# Exercise directions
For the listing below, give the count of lines containing the string "sheet" and nothing else.

Start of Study material

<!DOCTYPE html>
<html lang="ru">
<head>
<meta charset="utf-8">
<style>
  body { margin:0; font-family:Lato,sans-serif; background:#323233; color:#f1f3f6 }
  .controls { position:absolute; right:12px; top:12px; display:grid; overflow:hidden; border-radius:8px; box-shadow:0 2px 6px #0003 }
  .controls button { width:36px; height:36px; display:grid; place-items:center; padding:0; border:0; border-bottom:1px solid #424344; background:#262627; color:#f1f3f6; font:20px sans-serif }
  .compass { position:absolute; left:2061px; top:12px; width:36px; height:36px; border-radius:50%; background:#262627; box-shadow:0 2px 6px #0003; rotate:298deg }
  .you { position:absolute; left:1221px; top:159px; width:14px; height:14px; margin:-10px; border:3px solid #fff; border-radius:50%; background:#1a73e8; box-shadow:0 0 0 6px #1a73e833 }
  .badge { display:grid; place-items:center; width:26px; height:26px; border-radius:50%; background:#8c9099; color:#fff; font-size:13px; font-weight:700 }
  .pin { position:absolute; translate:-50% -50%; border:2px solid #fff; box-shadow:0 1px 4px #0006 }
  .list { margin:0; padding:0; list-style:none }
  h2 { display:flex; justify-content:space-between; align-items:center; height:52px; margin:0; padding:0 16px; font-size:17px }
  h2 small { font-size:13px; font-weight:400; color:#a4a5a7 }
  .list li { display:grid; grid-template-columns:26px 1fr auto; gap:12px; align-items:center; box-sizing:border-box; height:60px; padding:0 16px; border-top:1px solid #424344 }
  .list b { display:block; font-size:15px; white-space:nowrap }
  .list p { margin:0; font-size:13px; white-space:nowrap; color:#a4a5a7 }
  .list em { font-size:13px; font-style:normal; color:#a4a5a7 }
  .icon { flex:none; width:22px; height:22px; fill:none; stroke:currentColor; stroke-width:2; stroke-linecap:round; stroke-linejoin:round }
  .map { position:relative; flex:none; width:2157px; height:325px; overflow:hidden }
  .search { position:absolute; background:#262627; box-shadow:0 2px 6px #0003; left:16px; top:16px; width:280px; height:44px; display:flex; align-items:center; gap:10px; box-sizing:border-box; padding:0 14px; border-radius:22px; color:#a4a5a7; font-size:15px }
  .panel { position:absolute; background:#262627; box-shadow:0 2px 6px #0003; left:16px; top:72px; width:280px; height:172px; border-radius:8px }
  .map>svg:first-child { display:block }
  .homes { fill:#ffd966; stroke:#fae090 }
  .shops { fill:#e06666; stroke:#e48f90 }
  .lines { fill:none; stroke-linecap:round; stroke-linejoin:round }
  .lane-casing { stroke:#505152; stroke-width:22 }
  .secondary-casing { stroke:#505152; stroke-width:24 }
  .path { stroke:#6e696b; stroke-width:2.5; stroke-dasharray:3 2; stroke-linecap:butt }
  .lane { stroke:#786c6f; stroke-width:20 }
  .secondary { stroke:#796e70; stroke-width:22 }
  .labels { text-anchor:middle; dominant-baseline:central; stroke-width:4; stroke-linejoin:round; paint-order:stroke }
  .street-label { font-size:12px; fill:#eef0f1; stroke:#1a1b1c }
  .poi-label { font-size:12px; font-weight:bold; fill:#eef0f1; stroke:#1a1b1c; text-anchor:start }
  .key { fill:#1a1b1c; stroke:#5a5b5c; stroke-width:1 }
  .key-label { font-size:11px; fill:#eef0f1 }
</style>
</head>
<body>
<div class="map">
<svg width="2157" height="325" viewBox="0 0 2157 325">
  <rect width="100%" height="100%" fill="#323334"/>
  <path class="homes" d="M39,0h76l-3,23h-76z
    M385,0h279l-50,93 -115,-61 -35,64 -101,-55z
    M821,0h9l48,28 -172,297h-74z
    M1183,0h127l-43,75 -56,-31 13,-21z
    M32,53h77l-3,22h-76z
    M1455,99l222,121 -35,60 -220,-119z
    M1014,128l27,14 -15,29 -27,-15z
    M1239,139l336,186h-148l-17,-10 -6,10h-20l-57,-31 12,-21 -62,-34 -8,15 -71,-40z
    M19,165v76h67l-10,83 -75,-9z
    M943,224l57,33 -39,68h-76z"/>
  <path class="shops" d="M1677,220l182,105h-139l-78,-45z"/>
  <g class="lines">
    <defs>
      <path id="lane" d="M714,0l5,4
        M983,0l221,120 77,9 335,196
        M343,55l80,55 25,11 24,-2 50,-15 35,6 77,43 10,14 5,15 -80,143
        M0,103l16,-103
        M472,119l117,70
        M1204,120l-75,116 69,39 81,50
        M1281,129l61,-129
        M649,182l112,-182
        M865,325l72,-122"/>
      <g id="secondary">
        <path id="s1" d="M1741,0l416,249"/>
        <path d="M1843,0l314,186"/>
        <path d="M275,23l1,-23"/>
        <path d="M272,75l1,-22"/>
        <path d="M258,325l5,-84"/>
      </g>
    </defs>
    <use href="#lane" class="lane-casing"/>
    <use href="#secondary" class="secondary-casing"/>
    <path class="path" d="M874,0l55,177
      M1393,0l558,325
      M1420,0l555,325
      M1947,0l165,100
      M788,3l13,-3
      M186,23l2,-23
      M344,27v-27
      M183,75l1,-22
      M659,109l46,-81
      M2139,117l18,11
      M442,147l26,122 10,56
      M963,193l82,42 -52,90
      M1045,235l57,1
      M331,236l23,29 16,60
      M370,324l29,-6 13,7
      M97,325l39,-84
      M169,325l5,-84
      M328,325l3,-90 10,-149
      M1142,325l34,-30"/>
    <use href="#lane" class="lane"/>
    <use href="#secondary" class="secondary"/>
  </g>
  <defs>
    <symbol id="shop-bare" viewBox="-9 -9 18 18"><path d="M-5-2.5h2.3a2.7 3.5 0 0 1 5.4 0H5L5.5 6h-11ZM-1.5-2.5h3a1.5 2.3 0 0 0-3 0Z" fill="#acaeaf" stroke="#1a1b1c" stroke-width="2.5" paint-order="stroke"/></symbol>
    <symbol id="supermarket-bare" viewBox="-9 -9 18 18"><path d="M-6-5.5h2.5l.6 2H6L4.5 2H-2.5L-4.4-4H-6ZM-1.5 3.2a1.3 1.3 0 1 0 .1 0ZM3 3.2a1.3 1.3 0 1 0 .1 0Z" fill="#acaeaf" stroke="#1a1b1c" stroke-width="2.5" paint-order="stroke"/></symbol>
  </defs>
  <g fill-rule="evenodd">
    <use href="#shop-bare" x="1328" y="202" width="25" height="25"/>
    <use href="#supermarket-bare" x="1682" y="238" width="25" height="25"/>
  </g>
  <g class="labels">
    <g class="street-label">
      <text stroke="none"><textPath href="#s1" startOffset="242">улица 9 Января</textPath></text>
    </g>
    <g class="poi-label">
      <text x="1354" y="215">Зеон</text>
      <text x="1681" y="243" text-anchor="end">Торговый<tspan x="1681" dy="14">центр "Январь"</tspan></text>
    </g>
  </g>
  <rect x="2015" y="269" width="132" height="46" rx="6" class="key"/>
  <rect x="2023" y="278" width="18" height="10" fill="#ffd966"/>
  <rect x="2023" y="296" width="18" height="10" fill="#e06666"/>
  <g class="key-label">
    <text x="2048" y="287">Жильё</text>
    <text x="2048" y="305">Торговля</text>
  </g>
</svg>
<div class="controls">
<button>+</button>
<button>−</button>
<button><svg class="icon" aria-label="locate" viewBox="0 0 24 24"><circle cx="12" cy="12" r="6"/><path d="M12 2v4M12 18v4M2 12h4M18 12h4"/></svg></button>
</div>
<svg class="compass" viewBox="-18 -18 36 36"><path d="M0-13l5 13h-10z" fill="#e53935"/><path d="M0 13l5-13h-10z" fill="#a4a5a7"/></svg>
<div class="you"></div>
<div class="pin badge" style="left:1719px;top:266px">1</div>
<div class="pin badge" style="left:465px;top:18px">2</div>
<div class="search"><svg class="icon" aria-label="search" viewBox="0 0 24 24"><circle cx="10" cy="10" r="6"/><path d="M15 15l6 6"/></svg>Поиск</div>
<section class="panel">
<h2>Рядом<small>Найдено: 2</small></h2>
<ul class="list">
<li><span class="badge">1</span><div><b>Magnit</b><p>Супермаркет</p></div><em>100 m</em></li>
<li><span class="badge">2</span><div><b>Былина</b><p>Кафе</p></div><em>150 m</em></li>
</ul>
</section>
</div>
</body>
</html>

End of Study material
Start of Study material

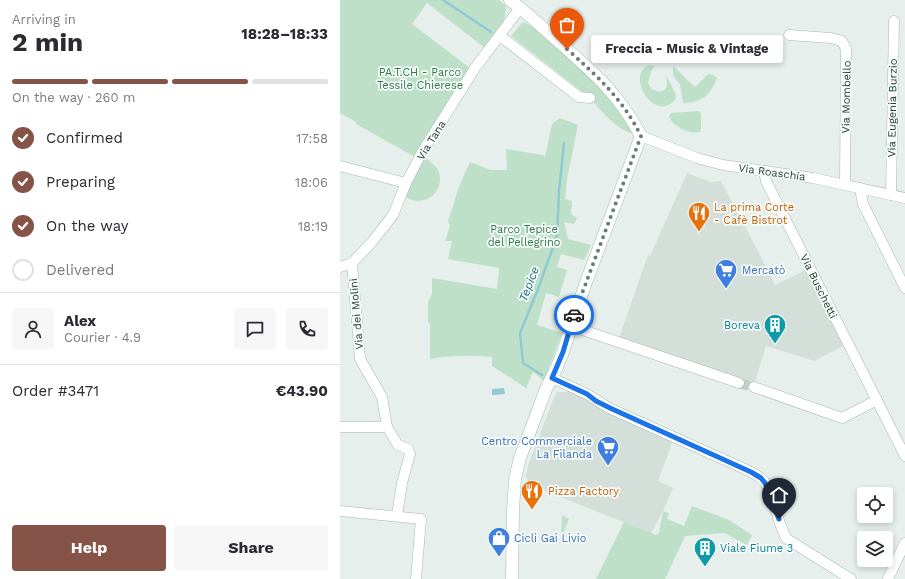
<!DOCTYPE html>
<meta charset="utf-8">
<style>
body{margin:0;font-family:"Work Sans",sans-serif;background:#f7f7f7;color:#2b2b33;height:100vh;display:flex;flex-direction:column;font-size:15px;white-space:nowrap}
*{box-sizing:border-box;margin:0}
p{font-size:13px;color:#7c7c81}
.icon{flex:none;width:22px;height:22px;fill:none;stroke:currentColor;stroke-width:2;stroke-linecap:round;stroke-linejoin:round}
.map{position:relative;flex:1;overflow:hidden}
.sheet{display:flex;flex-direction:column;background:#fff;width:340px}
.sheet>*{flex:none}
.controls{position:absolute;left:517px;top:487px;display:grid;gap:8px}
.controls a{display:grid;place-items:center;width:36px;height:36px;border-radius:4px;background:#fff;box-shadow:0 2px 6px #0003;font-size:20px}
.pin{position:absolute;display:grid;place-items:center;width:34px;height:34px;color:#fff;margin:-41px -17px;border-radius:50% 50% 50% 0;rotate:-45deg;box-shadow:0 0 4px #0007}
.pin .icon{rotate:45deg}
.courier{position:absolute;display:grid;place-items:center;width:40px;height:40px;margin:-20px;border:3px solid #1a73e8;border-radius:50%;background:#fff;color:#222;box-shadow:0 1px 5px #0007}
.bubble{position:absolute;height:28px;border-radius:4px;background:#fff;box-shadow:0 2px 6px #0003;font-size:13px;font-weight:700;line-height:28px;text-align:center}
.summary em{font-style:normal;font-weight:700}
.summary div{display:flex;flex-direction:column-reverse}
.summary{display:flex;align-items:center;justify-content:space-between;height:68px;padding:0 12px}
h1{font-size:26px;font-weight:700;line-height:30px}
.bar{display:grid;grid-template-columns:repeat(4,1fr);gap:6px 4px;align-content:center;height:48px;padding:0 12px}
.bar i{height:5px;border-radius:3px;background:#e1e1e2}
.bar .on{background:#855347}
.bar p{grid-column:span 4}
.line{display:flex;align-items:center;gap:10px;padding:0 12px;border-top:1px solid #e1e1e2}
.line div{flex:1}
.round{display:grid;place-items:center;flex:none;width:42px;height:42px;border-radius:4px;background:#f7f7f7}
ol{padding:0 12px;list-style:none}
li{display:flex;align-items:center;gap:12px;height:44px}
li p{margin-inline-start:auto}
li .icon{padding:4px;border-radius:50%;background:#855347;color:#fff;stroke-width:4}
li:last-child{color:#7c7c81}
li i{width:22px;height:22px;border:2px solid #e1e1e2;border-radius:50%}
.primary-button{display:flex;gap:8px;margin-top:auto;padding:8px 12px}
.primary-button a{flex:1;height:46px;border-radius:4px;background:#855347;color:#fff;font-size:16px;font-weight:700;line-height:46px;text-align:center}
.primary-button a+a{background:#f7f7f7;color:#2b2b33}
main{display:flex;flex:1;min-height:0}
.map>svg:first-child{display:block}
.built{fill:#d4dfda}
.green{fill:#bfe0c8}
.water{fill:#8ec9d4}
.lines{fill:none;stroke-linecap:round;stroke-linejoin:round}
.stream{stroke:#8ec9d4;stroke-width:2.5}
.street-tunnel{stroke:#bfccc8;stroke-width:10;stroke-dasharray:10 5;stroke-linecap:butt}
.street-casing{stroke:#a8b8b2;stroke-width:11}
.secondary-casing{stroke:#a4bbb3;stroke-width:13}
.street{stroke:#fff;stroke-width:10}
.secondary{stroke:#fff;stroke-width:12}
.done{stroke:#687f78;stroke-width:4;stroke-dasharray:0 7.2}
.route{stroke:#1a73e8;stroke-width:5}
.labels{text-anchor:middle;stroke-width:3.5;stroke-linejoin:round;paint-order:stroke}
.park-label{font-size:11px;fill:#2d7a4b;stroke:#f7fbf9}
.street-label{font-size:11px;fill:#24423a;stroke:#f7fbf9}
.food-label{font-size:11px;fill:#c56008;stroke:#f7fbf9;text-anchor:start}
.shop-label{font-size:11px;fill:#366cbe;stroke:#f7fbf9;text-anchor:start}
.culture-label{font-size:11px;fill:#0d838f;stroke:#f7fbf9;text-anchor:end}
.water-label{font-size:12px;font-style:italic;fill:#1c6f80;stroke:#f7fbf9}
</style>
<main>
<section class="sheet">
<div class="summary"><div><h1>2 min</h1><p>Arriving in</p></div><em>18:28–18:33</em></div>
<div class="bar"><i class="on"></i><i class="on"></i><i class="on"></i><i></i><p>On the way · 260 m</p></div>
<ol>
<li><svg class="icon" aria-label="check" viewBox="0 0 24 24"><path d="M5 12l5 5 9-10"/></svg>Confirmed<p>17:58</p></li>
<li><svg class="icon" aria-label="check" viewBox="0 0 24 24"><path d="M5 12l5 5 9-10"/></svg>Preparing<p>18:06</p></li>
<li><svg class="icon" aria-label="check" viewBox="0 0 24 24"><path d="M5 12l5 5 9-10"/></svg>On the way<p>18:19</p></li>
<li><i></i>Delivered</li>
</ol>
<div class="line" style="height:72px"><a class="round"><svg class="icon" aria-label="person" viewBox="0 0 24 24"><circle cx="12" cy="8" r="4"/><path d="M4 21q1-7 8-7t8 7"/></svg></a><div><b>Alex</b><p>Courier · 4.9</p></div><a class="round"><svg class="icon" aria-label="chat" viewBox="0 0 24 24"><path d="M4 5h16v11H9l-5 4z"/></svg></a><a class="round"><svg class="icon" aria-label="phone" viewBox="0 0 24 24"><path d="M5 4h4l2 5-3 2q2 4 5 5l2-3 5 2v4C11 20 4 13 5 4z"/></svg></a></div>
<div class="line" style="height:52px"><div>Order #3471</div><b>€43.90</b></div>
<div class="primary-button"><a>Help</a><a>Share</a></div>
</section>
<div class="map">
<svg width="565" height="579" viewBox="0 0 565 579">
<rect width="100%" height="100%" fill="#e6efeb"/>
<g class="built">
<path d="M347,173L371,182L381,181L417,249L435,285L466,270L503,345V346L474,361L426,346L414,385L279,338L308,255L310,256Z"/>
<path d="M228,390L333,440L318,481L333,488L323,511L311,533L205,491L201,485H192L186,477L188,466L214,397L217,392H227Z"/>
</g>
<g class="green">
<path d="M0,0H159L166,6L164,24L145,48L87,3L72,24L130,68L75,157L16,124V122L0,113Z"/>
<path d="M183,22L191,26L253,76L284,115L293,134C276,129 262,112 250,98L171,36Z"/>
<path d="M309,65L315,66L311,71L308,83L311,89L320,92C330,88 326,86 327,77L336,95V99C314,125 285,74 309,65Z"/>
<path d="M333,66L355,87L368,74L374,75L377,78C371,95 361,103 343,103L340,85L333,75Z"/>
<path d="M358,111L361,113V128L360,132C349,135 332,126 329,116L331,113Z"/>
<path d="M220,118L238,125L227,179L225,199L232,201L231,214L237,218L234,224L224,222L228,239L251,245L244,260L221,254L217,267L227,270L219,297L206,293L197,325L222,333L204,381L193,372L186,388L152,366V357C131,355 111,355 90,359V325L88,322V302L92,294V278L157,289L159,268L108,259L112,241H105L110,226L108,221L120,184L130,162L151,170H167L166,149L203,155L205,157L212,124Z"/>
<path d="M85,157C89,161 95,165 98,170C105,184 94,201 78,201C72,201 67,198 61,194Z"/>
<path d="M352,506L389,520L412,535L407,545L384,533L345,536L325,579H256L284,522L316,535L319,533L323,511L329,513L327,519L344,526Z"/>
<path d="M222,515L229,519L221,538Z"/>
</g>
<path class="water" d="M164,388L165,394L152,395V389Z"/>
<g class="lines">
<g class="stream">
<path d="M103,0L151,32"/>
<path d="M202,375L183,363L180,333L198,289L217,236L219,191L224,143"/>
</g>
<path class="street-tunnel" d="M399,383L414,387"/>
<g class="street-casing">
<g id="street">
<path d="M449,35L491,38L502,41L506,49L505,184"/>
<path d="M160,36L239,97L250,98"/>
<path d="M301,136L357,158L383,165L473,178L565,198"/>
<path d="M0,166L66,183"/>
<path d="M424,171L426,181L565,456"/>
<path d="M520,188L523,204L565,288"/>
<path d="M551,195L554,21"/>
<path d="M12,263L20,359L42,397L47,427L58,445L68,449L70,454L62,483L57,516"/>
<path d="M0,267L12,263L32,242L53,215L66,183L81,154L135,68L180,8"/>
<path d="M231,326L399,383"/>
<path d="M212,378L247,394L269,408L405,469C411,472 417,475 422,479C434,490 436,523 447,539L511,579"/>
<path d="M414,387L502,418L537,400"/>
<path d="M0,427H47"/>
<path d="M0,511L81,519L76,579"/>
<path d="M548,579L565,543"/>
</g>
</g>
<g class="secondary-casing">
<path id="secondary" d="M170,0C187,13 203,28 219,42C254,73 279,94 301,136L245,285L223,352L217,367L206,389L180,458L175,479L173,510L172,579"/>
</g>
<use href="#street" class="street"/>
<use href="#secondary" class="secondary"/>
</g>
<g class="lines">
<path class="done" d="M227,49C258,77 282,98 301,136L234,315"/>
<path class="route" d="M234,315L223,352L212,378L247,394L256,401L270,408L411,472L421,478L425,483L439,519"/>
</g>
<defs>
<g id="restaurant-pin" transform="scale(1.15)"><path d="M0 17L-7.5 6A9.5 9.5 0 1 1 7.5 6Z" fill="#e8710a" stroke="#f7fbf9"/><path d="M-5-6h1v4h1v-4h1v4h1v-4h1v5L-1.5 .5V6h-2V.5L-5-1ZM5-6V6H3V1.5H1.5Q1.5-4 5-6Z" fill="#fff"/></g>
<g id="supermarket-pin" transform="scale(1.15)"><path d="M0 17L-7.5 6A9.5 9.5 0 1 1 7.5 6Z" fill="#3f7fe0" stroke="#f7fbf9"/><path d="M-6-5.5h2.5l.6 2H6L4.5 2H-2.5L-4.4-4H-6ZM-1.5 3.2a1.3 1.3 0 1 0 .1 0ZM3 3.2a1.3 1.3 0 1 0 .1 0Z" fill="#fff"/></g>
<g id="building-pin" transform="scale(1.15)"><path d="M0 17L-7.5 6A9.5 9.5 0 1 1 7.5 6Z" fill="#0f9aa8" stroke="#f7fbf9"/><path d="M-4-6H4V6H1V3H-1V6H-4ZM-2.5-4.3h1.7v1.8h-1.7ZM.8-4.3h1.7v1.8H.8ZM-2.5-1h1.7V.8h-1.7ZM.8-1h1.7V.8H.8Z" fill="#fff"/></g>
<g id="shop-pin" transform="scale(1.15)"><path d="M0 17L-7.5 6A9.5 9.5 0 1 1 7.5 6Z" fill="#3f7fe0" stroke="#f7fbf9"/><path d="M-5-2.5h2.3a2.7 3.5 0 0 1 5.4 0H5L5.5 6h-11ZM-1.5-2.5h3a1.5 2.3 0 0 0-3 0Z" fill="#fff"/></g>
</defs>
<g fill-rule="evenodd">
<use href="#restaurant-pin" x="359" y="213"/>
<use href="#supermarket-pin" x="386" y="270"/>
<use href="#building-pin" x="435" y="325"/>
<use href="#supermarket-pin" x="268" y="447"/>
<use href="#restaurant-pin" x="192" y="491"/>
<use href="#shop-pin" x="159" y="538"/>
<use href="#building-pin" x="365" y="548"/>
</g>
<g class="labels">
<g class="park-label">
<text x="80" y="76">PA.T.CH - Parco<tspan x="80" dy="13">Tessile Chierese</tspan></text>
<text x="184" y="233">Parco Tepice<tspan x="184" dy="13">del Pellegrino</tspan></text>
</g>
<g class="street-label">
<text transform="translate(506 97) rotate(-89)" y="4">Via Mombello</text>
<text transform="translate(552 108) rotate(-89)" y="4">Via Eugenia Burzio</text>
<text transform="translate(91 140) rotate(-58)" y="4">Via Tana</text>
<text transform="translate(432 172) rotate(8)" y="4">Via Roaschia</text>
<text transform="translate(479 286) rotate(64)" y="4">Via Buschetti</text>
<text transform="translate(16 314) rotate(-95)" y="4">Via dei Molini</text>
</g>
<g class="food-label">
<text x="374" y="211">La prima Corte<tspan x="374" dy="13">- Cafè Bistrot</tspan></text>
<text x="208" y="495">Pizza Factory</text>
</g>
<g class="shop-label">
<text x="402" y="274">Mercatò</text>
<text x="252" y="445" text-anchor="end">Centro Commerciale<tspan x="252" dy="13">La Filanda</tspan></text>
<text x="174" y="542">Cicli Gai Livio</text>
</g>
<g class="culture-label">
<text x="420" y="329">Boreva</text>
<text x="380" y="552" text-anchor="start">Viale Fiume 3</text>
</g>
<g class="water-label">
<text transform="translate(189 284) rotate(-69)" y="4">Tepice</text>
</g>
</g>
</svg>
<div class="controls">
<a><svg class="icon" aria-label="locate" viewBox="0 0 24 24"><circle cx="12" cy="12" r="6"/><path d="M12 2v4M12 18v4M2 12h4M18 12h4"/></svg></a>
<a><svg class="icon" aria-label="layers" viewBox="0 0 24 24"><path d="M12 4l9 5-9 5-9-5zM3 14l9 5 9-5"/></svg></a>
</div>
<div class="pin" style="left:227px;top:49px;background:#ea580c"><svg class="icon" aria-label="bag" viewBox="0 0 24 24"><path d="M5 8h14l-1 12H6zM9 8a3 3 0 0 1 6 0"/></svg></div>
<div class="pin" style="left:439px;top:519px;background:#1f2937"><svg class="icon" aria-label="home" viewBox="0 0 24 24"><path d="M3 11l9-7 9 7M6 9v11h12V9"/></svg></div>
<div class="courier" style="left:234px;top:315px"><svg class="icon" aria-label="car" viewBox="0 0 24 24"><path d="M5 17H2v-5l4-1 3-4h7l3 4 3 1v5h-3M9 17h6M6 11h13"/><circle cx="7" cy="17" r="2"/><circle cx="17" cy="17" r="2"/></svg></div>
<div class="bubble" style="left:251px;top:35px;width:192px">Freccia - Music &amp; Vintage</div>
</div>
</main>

End of Study material

# Expected answer
3